Some thoughts that do not amount to a manifesto

(See here.)  

1.  In 1996, Robert Griffin published Wordsworth's Pope, which analyzed the relationship between Wordsworth's theoretical manifestos against neo-classical poetics (as embodied by Alexander Pope) and his own practice.  Griffin suggests that while Wordsworth certainly throws down all available gauntlets against Pope, his actual work engages with, and frequently resorts to, the same neo-classical poetic forms, tropes, diction, &c. as his predecessor.  The poets are different, to be sure, and Wordsworth is hardly imitating Pope--but he's also a lot less different than he wants the reader to think.  This monograph came to mind.

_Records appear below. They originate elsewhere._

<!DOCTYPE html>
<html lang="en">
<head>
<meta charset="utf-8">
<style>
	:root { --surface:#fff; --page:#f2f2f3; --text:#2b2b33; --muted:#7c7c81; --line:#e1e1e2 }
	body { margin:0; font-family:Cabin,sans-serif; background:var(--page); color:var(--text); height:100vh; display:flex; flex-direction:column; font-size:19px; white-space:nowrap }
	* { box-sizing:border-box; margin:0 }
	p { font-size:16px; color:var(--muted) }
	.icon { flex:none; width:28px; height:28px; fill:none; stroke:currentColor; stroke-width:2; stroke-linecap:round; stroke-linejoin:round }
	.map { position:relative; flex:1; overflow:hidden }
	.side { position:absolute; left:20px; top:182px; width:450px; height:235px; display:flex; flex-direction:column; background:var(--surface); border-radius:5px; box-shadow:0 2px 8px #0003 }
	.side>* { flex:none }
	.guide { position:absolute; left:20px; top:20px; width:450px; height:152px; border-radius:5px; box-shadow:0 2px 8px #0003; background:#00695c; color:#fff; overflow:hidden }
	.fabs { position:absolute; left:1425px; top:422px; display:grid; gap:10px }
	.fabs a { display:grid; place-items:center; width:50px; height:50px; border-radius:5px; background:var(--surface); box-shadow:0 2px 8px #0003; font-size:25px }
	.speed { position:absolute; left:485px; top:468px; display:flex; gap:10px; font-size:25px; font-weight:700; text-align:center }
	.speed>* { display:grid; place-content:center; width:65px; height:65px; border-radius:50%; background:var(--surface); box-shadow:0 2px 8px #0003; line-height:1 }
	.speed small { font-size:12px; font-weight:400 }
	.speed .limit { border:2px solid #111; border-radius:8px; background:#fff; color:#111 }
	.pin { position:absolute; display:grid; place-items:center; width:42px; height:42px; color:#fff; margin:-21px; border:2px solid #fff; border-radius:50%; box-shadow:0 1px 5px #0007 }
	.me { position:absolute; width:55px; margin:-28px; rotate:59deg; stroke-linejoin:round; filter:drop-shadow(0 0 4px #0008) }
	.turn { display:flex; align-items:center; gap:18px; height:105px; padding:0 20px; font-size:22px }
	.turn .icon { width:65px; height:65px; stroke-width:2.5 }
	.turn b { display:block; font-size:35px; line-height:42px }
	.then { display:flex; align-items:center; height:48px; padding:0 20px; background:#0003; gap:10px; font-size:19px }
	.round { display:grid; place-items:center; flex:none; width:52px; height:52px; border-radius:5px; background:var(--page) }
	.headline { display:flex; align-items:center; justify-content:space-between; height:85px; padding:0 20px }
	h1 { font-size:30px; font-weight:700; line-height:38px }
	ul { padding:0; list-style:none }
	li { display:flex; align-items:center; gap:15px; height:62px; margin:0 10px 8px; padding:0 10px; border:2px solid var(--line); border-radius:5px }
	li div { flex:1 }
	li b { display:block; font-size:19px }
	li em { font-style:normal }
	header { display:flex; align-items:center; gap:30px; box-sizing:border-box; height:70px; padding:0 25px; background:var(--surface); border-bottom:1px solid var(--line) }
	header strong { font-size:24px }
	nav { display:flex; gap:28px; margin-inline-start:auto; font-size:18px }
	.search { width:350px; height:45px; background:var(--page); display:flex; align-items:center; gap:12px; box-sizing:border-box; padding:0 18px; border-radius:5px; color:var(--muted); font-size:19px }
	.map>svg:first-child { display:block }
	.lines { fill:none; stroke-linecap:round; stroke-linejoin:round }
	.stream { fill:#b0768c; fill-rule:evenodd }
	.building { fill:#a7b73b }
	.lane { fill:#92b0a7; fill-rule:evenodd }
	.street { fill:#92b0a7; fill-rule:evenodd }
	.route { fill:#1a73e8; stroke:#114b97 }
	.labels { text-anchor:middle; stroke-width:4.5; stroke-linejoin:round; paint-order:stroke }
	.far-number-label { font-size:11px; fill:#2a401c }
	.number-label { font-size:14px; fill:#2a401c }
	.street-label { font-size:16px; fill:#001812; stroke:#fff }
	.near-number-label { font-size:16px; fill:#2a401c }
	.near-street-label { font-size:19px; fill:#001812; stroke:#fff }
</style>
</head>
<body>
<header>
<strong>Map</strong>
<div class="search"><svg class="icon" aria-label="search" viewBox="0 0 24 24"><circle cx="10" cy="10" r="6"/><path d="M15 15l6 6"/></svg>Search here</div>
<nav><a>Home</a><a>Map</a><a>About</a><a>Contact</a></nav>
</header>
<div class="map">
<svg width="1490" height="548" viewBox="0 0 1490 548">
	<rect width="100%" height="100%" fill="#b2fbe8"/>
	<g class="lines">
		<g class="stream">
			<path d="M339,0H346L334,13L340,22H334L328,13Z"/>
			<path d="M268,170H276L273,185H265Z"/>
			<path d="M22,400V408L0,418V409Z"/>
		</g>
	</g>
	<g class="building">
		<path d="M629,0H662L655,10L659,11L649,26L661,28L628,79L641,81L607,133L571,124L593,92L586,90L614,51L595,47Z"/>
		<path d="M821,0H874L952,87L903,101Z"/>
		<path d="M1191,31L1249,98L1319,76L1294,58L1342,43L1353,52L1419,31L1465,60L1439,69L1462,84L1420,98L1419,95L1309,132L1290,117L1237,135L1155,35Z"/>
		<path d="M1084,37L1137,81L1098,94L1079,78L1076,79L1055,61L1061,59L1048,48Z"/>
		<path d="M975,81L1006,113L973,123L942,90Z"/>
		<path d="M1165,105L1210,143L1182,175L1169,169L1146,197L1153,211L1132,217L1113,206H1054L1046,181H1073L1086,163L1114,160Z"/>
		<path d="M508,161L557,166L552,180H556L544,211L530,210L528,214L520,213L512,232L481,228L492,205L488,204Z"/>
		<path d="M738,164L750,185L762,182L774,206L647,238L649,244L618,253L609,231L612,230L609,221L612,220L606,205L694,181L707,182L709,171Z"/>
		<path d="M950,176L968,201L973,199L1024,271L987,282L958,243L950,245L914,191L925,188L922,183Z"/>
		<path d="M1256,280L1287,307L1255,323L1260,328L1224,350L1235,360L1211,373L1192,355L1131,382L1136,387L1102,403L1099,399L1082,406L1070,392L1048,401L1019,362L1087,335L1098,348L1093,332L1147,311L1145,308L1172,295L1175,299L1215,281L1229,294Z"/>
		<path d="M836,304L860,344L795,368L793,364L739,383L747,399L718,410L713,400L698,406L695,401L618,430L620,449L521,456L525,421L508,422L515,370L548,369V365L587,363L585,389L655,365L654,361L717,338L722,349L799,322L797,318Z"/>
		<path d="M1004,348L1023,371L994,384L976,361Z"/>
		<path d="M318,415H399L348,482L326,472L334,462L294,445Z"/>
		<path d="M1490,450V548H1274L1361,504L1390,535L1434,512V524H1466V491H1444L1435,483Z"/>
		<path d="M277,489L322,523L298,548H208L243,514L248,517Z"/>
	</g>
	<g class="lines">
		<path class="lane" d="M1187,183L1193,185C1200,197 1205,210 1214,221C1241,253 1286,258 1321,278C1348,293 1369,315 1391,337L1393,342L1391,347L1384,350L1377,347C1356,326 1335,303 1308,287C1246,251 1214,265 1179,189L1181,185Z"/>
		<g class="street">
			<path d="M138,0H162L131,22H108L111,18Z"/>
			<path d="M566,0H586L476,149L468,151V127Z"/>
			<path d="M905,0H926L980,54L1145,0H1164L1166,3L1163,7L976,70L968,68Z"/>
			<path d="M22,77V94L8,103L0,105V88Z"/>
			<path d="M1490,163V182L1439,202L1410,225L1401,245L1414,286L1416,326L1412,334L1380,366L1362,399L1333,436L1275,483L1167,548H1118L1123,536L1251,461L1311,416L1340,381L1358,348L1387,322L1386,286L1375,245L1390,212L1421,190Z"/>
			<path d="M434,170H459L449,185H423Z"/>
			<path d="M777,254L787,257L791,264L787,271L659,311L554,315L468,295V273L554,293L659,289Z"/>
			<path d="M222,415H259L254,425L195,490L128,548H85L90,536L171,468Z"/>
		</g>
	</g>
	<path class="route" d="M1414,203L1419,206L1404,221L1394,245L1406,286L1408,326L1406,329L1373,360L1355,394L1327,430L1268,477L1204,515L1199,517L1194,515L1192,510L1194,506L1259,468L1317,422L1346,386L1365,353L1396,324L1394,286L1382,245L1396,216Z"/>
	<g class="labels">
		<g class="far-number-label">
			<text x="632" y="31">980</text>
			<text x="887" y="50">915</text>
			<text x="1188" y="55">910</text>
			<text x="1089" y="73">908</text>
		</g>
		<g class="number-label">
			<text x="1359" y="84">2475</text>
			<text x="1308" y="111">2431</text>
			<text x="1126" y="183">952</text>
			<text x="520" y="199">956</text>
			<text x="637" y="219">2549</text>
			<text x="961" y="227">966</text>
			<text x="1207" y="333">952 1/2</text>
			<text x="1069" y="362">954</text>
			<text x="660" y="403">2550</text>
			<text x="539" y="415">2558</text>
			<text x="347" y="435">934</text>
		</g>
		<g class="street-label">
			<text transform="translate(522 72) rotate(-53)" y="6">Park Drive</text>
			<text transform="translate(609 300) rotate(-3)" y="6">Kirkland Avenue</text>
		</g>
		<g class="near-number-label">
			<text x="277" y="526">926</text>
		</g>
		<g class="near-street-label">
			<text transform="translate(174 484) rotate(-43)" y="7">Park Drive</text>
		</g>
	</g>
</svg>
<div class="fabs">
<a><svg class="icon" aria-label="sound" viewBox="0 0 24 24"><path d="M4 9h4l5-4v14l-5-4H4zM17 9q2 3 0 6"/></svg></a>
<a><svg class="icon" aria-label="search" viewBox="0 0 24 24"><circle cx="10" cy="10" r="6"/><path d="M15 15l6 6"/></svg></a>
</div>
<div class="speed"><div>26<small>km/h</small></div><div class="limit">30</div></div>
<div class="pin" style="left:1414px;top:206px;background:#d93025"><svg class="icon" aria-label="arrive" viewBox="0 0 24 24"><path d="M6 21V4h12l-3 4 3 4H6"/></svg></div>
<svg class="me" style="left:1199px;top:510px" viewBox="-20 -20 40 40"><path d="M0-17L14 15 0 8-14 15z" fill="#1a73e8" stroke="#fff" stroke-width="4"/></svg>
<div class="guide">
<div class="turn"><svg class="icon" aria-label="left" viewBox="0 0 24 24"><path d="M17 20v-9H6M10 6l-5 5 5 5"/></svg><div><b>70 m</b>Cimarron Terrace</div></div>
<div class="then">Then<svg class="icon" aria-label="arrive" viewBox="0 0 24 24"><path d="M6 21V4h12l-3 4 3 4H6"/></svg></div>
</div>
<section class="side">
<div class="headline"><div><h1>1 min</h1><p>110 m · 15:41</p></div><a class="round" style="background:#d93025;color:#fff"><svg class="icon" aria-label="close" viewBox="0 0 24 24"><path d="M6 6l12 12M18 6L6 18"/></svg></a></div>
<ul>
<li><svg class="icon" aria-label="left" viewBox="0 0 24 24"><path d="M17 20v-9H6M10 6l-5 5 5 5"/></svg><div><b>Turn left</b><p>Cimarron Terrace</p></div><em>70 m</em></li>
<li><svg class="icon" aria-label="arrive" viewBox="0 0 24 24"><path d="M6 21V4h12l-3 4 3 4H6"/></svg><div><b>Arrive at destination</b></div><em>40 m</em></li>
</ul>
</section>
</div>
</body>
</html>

2.  When I was in graduate school, Romanticists deconstructed and New Historicized; early modernists New Historicized; eighteenth-century scholars "old" historicized, but also did a lot of formalism/genre theory; and medievalists still had a whole lot of philology going on.  Victorianists, far from having no theory, tended to have strong affections for Foucault, gender theory, and the burgeoning fields of postcolonial and queer theory.  Nevertheless, it's true that Victorian studies were never associated so clearly with specific theoretical projects as early modern and Romantic studies.  It strikes me that that was and is a good thing.

3.  My general experience (as student and professional) has been that those invested in theory are frequently small-c conservative in their actual attention to literary works.  Rather a lot of high theory emerges from and, in turn, privileges "the canon," which means that it erases as much as it reveals.    

4.  In Book One, my ability to write about early histories of women emerged from the questions that feminists and poststructural theorists were then posing about historiography.  But in working through the archives, I discovered that the questions did not result in the expected answers (in this case, I found that early women's history was rarely feminist [even by 19th-c. standards] and could not be appropriated as the literary "grandmothers" of contemporary women's history, nor did one find a woman's "voice" in these frequently-plagiarized texts).  Similarly, Book Two developed from my interest in the theory of historical fiction, but once again, the archive highlighted the theory's limitations (most theories of historical fiction rest on assumptions about the nature of both history and the genre that make it impossible to "read" large swathes of material).  Book Three and One Half will do something similar with current theoretical approaches to "religion and literature" (however you are defining that).